Recommendations for April 12, 2013

12 Apr

I’m about to go and present a conference paper about the trust responsibility in U.S. Indian law; most people will find almost anything mentioned below more interesting than that.

 

Video: “My Demons” by The National

Anybody who has asked me for a music recommendation in the last few years has heard about The National. They are far and away my favorite band in recent years; I saw them play three times on their last tour. They have a new album out next month, and this is the first official single from it. Unsurprisingly, it is great. Wait for the bridge.

Via Pitchfork

 

Article: “How the Chess Set Got Its Look and Feel” by Jimmy Stamp

I am very interested in standards— how they are established and by whom, in what fields or areas, and what the costs and benefits are.

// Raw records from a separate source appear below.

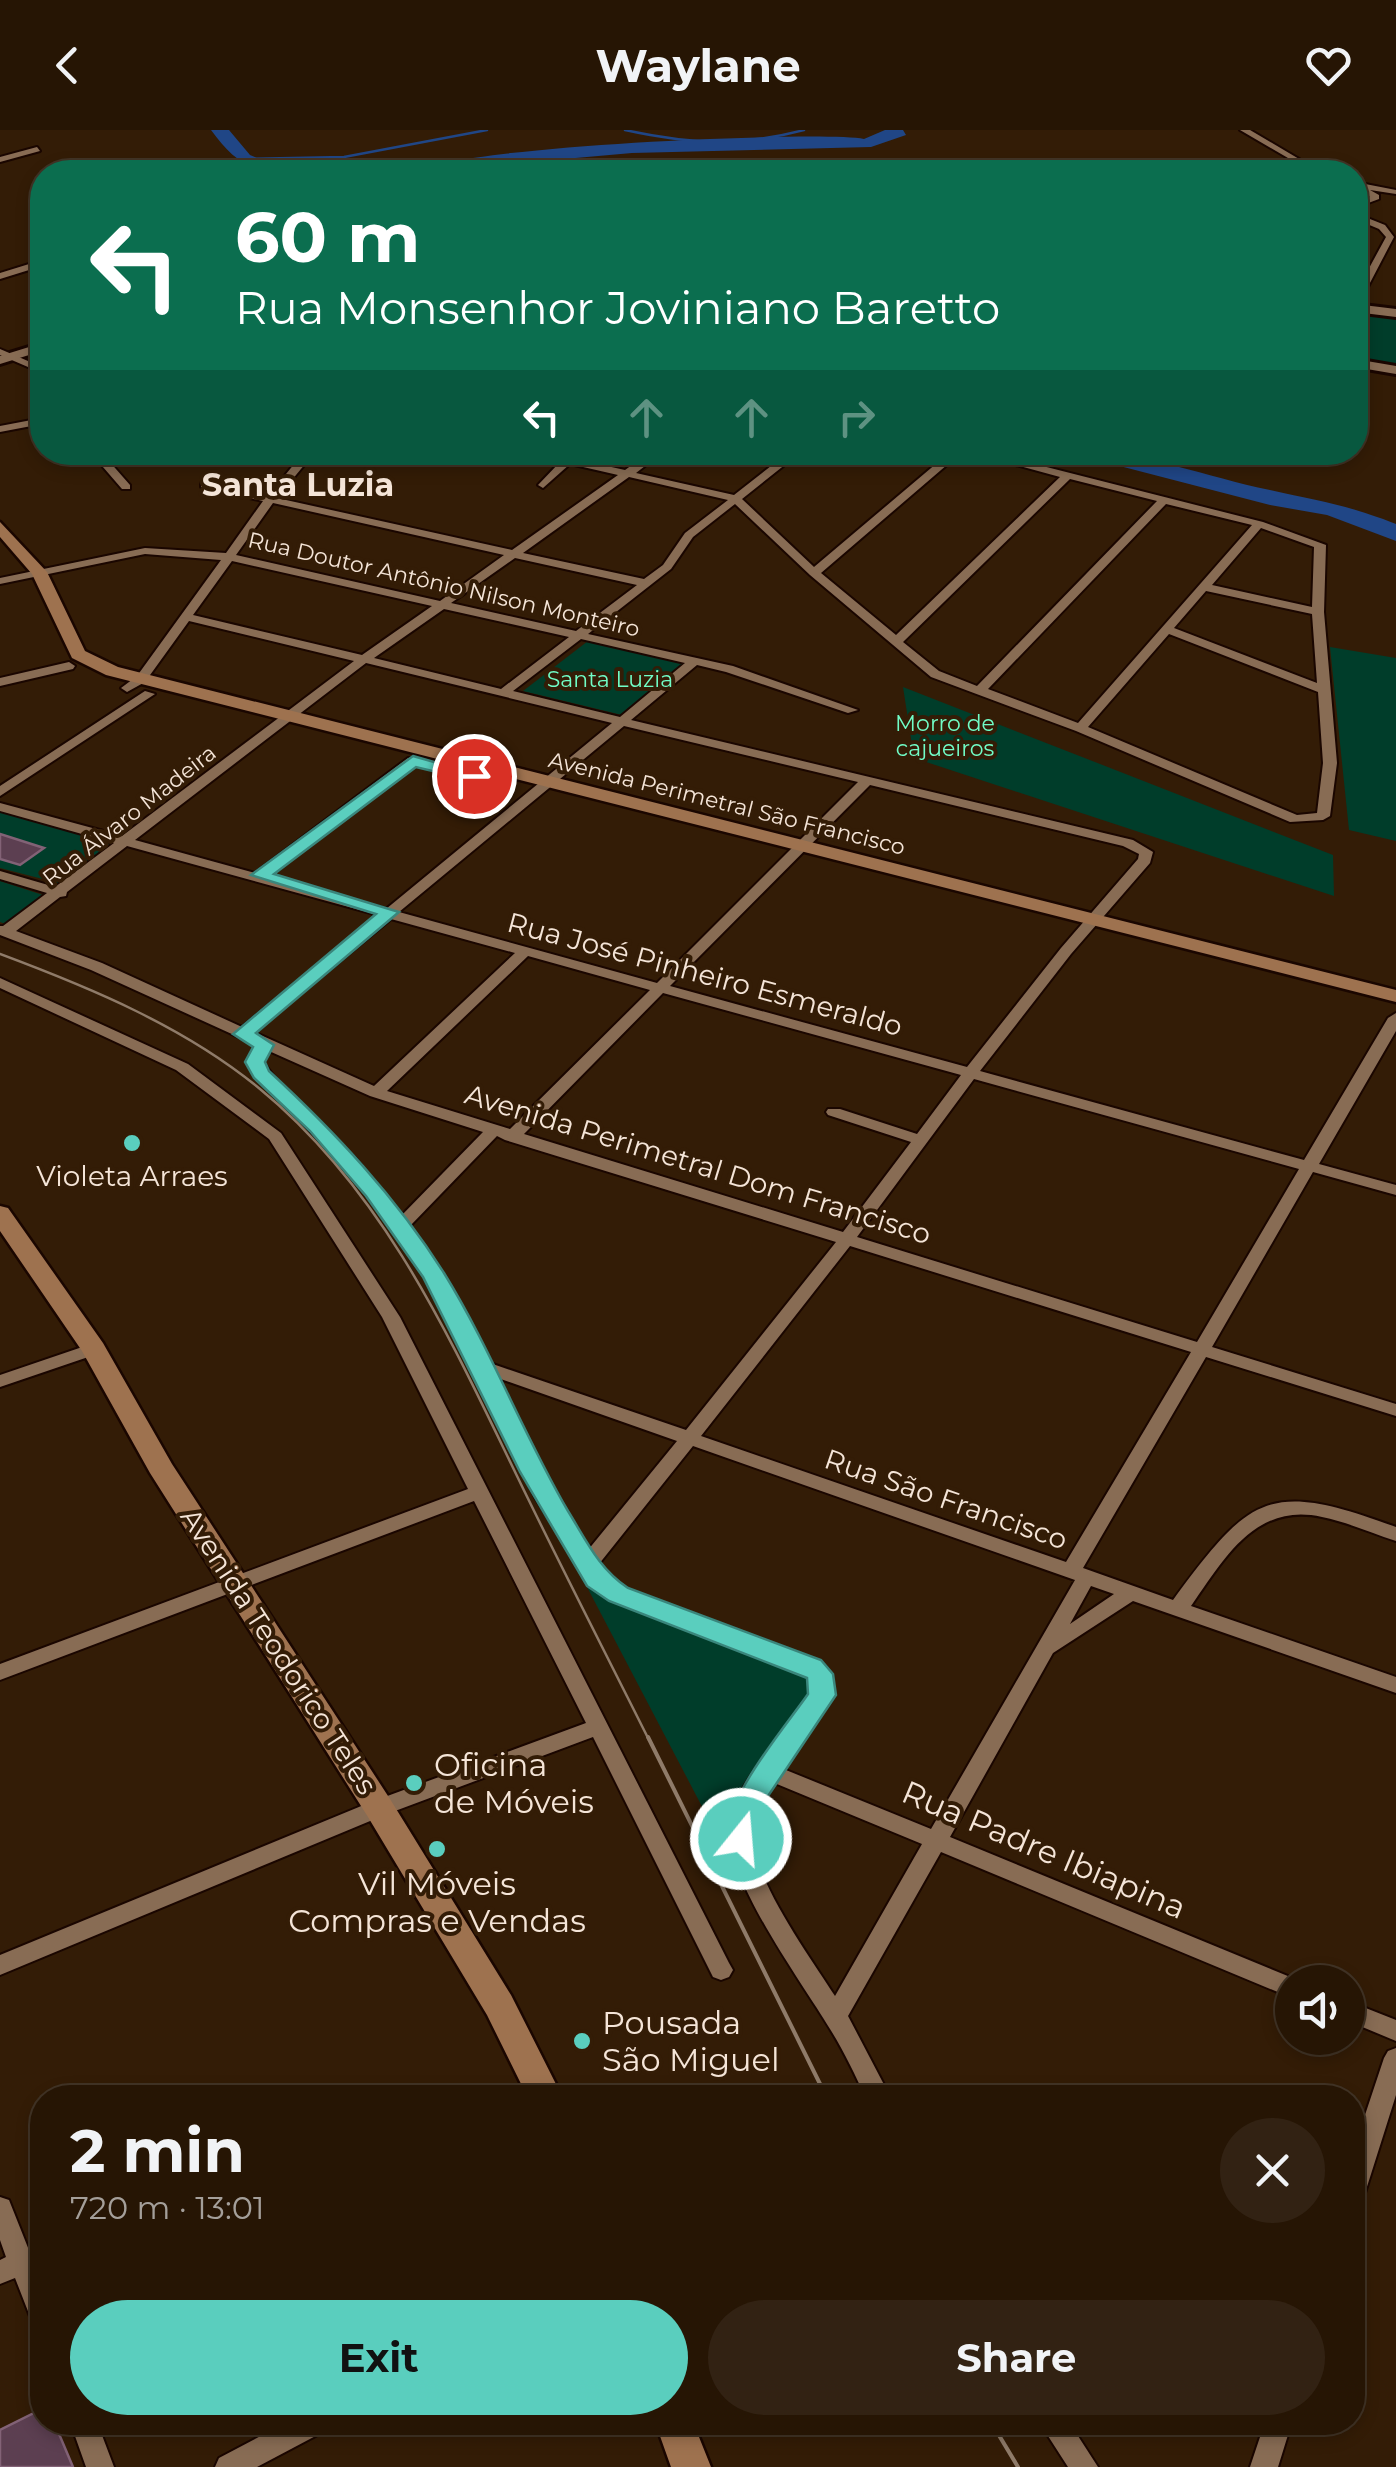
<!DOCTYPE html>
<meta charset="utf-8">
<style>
:root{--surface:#261504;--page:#322213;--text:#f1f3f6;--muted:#a49f9a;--line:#423426;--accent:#5acebe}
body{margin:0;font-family:Montserrat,sans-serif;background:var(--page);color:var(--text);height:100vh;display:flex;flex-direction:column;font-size:38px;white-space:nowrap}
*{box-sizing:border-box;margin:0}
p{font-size:32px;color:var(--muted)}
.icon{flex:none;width:55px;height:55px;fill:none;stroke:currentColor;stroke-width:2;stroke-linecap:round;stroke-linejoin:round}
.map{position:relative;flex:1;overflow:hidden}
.details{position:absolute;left:30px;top:1955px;width:1335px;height:350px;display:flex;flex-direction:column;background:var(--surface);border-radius:40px;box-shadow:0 5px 15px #0003,0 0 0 2px var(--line)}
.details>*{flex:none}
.guide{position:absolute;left:30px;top:30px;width:1338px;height:305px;border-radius:40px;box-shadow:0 5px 15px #0003,0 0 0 2px var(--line);background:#0b6e4f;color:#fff;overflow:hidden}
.fabs{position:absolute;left:1275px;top:1835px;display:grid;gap:20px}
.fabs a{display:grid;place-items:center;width:90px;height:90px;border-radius:50%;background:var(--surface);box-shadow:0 5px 15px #0003,0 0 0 2px var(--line);font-size:50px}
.pin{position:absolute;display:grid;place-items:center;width:85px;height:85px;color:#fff;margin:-42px;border:5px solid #fff;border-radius:50%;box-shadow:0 2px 10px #0007}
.me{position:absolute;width:110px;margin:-55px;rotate:17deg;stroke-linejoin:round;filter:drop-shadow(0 0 8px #0008)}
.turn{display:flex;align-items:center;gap:35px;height:210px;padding:0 40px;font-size:45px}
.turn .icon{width:130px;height:130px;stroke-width:2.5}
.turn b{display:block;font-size:70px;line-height:85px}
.lanes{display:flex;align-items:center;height:95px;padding:0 40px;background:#0003;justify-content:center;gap:50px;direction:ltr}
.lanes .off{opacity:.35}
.round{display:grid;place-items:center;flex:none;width:105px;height:105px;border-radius:52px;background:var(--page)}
.head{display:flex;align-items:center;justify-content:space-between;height:170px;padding:0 40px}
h1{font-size:60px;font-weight:700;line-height:75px}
.button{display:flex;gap:20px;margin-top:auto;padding:20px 40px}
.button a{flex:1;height:115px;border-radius:60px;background:var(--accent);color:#111;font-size:40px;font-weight:700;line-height:115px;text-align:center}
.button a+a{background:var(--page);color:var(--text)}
header{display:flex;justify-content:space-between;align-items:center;height:130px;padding:0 40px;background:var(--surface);font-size:45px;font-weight:700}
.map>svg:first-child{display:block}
</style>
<header><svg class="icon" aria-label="back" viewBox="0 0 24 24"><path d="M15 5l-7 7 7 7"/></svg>Waylane<svg class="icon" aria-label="heart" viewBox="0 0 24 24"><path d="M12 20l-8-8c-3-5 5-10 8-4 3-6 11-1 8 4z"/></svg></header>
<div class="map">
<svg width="1396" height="2337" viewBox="0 0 1396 2337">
<rect width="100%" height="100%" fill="#331c06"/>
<path fill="#003d2a" d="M1355,181l41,4v52l-41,-6z
M588,511l97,22 -63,52 -99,-24z
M1330,517l66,11v183l-47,-11z
M903,557l430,168 1,41 -420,-138z
M0,681l110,33 -52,39 -58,-15z
M0,751l46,15 -38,29 -8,-3z
M587,1457l222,83 8,24 -98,145z"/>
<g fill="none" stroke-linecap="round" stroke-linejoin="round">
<path stroke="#204686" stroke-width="2.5" d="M625,0c64,14 115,17 179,0
M244,29l100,-2 143,-27"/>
<path fill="#204686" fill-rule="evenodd" d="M211,0h18l21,25 39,17c-38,2 -56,-12 -78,-42z
M885,0h18l3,5 -35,12 -239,6 -213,19c28,-25 400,-42 445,-33z
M1081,322c66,0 125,25 189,38 49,11 78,15 126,34v17l-69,-26 -57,-10 -185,-48z"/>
</g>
<path fill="#5c3f51" stroke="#826276" stroke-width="2.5" d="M0,704l44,14 -24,17 -20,-6z
M42,2279v13h12l19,45h-73v-37z"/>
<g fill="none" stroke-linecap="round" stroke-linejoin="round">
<g stroke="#1a0600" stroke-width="4">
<path id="minor" d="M1240,0h10l71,42h-9z
M37,17l3,4 -40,11v-5z
M1355,52l41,8v4l-26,-4 9,5v4l-24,9v-5l15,-6 -15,-9z
M1355,83l30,12 9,12 -34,65 -5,3v-11l31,-57 -7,-8 -24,-10z
M42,130v6l-42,13v-6z
M0,219l42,18v6l-42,-18z
M42,288v6l-42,8v-6z
M90,322h11l29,33v4h-8z
M304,322h11l-38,46 235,52 106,-75 -48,-11 -27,24 -5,-3 22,-23 -35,-10h21l19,5 7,-4 5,3 -2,3 50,11 25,-18h13l-27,21 98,22 55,-43h12l-59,47 72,68 136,-115h12l-141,121 75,62 164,-158 -92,-25h19l276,70 63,23 -2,67 13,151 -7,53 -7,4 -33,2 -214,-91 -145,-54 -121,-102 -75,-71 -42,33 -22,32 -83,65 145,32 125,44 -10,3 -122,-41 -29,-7 -66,55 502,120 20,12 -3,11 -79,91 -91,117 324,89 84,-142 8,-5v18l-77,133 77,21v10l-83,-23 -101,175 184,57v12l-190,-59 -123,211 90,32c78,-106 96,-120 223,-73v14c-25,-8 -49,-19 -74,-24 -67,-15 -98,42 -131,89l205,71v16l-263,-92 -80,52 -103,184 350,144 -8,1v16l-351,-146 -93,164 43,82h-25c-11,-23 -22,-47 -36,-69 -27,-45 -107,-153 -101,-205 4,-35 61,-101 82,-130l-2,-17 -5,-5 -193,-72 -22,-20 -53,-81 -110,-220 -23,-39 -59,-74 -89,-91 -8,-13 9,-17 -165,-75 -91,-35v-9h3l44,-33 -47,-14v-8l55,16 59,-44 -114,-32v-8l122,33 232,-175 -165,-40 -44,61 -18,10 -6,-4 16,-12 84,-116 -76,-6 -145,30v-6l145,-30 81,5 37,-52 -62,-14v-4l67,13zM629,347l99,23 -43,33 -22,32 -19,14 -121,-26zM1070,349l87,22 -180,185 -38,-15 -36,-29zM273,373l231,52 -64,46 -204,-46zM1166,374l86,21 -174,198 -90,-34zM1261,398l53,19 -2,60 -100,-22zM515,428l122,27 -61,46 -125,-28zM232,431l200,45 -70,49 -169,-40zM1206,461l106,23 5,69 -143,-55zM444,479l125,28 -68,52 -127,-31zM1169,504l149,58 5,71 -6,50 -20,2 -209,-88zM581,509l104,24 -65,54 -107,-26zM366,533l246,60 -226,186 -119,-33 151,-112v-6h-10l-153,115 -120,-33zM624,596l234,56 -201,201 -258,-71zM870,655l253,61 16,8 -1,5 -77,89 -94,119 -297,-81zM127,716l251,69 -136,112 -140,-64 -86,-32 44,-34 6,-1 1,-4zM391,789l124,34 -141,133 -120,-54zM528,826l122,34 -140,139 -123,-38zM663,863l298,82 -44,59 -77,-25h-12l-2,3 2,3 83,27 -68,90 -319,-98zM269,921l101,45 113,36 -81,83 -46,-56 -75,-73 -18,-24zM974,949l325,90 -102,173 -340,-105zM497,1006l8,4 331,102 -150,188 -202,-69 -40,-82 -34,-53zM850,1116l341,106 -125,210 -365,-126zM492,1246l185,65 -89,109 -33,-52zM693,1316l382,134 -144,249 -150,-61 51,-73 -3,-21 -11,-12 -193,-72 -26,-26zM1091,1456l23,8 -44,30zM772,1652l150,62 -87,152c-25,-39 -89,-126 -84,-173 2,-14 13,-29 21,-41z
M69,532l6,4 -2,3 -73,17v-8z
M145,561l10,3 -155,102v-10z
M0,848l188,86 93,69 119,184 329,646 4,7 -4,7 -8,3 -8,-3 -120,-240 -206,77 -387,161v-20l371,-153 215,-79 -112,-222 -474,179v-16l468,-175 -86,-172 -113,-178 -93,-69 -176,-82z
M94,1213l6,2 3,4 -3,4 -100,34v-12z
M1348,1871l48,19v21l-48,-20z
M1396,1918v47l-31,98 -4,8 -9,3v-50l32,-96 4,-7z
M0,2067l9,3 33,83v44l-9,-3 -18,-46 -15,6v-24l6,-3 -6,-17z
M70,2292h27l17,45h-28z
M287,2292h41l-3,9 -68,36h-42l4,-9z
M1039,2292h30l29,45h-30z
M1265,2292h27l-14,45h-28z"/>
</g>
<g stroke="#1a0600" stroke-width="6">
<path id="tertiary" d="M1355,174l41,5v8l-41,-5z
M42,213v8l-42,13v-8z
M1355,229l41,7v8l-41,-7z"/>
</g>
<g stroke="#1a0600" stroke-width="5">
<path id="secondary" d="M0,392l47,50 38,79 33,16 1278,323v12l-1290,-327 -34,-17 -40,-84 -32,-37z
M0,1076l8,2 95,135 69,121 218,335 121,196 52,103h-35l-41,-83 -119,-198 -218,-344 -68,-122 -82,-120z
M655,2292h38l18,45h-40z"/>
</g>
<use href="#minor" fill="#886c54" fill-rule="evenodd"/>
<use href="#tertiary" fill="#886c54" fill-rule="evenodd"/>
<use href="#secondary" fill="#9e724f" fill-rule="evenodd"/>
<path stroke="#8f7b69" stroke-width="2.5" d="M0,824c91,34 185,73 260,135 124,102 189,247 257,387 43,89 88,176 132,264"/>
<path stroke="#8f7b69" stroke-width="4" d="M648,1607l179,361
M991,2292l27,45"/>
</g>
<path fill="#5acebe" stroke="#3a867c" stroke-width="2.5" d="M413,626l70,20 -9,5 -58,-14 -142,107 125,38 -143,121 18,12 -9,17 4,9c66,61 127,126 175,202 47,76 79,161 124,238 18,29 31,58 60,77l193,72 12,14 3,21 -76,113 -9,39h-20c-19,-36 56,-122 77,-153l-1,-16 -198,-77 -22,-15 -67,-114 -97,-195 -57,-81 -56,-65 -56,-53 -9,-16 8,-15 -20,-13 143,-120 -125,-39z"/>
<g fill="#5acebe" stroke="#331c06" stroke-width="4">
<circle cx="132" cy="1013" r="10"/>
<circle cx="414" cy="1653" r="10"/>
<circle cx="437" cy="1719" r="10"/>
<circle cx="582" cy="1911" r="10"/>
</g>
<g text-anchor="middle" stroke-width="8" stroke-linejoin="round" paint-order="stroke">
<g font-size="22" fill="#f5e5d8" stroke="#331c06">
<text transform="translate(444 454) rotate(13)" y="8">Rua Doutor Antônio Nilson Monteiro</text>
<text transform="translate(727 673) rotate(14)" y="8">Avenida Perimetral São Francisco</text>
<text transform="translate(129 685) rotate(-38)" y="8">Rua Álvaro Madeira</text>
</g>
<g font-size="22" fill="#71fdc7" stroke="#331c06">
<text x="610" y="557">Santa Luzia</text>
<text x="945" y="601">Morro de<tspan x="945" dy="25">cajueiros</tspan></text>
</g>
<g font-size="28" fill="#f5e5d8" stroke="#331c06">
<text transform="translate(705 844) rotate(15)" y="10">Rua José Pinheiro Esmeraldo</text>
<text transform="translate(698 1034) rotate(17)" y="10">Avenida Perimetral Dom Francisco</text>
<text transform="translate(946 1369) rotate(19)" y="10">Rua São Francisco</text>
<text transform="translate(279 1521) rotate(57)" y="10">Avenida Teodorico Teles</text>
</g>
<g font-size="28" fill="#f5e5d8" stroke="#331c06">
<text x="132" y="1056">Violeta Arraes</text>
</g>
<g font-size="32" font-weight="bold" fill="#f5e5d8" stroke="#331c06">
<text x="298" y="366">Santa Luzia</text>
</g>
<g font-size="32" fill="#f5e5d8" stroke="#331c06" text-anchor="start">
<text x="434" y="1646">Oficina<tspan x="434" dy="37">de Móveis</tspan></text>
<text x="437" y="1765" text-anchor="middle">Vil Móveis<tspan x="437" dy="37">Compras e Vendas</tspan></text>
<text x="602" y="1904">Pousada<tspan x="602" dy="37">São Miguel</tspan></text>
</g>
<g font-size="32" fill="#f5e5d8" stroke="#331c06">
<text transform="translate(1044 1720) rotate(23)" y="11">Rua Padre Ibiapina</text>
</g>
</g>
</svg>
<div class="fabs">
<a><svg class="icon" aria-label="sound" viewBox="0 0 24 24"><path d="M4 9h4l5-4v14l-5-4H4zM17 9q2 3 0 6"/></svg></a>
</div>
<div class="pin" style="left:474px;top:646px;background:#d93025"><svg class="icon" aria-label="arrive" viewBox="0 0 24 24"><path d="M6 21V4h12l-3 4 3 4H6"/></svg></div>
<svg class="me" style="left:741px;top:1709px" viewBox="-20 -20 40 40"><circle r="17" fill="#5acebe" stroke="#fff" stroke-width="3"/><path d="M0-11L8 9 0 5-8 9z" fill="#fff"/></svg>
<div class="guide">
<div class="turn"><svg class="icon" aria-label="left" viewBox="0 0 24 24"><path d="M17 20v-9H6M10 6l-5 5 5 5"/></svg><div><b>60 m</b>Rua Monsenhor Joviniano Baretto</div></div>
<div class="lanes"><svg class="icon" aria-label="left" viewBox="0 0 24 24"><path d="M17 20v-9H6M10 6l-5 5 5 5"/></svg><svg class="icon off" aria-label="ahead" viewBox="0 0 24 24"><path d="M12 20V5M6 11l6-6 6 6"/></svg><svg class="icon off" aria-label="ahead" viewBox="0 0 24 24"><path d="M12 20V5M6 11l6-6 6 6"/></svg><svg class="icon off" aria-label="right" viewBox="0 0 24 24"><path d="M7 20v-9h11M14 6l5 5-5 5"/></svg></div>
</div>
<section class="details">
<div class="head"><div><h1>2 min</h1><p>720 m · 13:01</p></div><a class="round"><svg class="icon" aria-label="close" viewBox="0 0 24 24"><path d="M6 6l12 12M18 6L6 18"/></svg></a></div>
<div class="button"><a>Exit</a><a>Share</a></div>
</section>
</div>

Mostly this is because I get annoyed by the fact that, for instance, there isn’t the equivalent of an ISBN number for movies, which makes a search on Netflix a hit-or-miss operation (though this is also because their search engine needs some work). This article is about the origins of the Staunton chess set, which was created in 1849 and quickly became the standard design internationally. It’s not a standard in the way that ISBN numbers are, exactly, but many world chess organizations now use it in order to avoid confusion: you don’t need to share a language if you know that the King is always going to be the tallest and have a cross on top. Among the more interesting tidbits in the piece is that the Knight in the Staunton set is based on a horse found on the Elgin marbles, which is why it always appears to be…distressed.

 

Video: Acoustic Games of Thrones Theme by Blue Skies

I am not watching Game of Thrones, because I don’t have HBO. But this is pretty amazing. One of the books in my to-read pile right now is Clay Shirky’s Cognitive Surplus, and this made me think of that book: this guy figured this out on his own, maybe just because he wanted to see if he could pull it off, or maybe because he wanted practice in arranging things for guitar; whatever the reason, because of YouTube, something that would have remained a private accomplishment is now available for everyone to see. Anyway, it’s cool. You should watch it.

Via Digg Videos.

 

Photos: “Native Americans: Portraits From a Century Ago.” Photos by Edward Curtis; post by Alan Taylor

There are plenty of reasons to be critical of Edward Curtis, not least of which is the fact that he was explicitly involved in perpetuating the idea that Native Americans were doomed to disappear— his photographs were an attempt to document them in their “natural” or “unaltered” state before that happened. Despite all that, though, they are some amazing images.

 

Interview: “In Conversation: Robert Silvers” by Mark Danner

I’m pretty sure that I have posted things about Robert Silvers before, but I find this guy, and the New York intellectual circle of which he was a part, fascinating. The occasion for this interview is the 50th anniversary of the New York Review of Books, of which Silvers is the editor. “The paper,” as Silvers always refers to it, was founded in the midst of a newspaper strike in New York, taking advantage of the fact that the presses were idle and nobody had anything to read; it was also a response to what its contributors saw as a lack of serious, critical writing about books. Its success (it has remained profitable almost from the beginning, even as the internet encroaches on the turf of most print publications) was a result partly of serendipity, partly of perceiving a need and filling it, and partly of the editorial skills of Silvers and his original co-editor, Barbara Epstein, who simply demand the best writing from the best writers. Silvers is 87 and still works longer hours than most people, and the NYRB is still doing great stuff. As I have said about Silvers before, I think, his story is an example of the importance of “curation,” a word that has gotten buzzy lately but, really, is what good editors have been doing for a long time.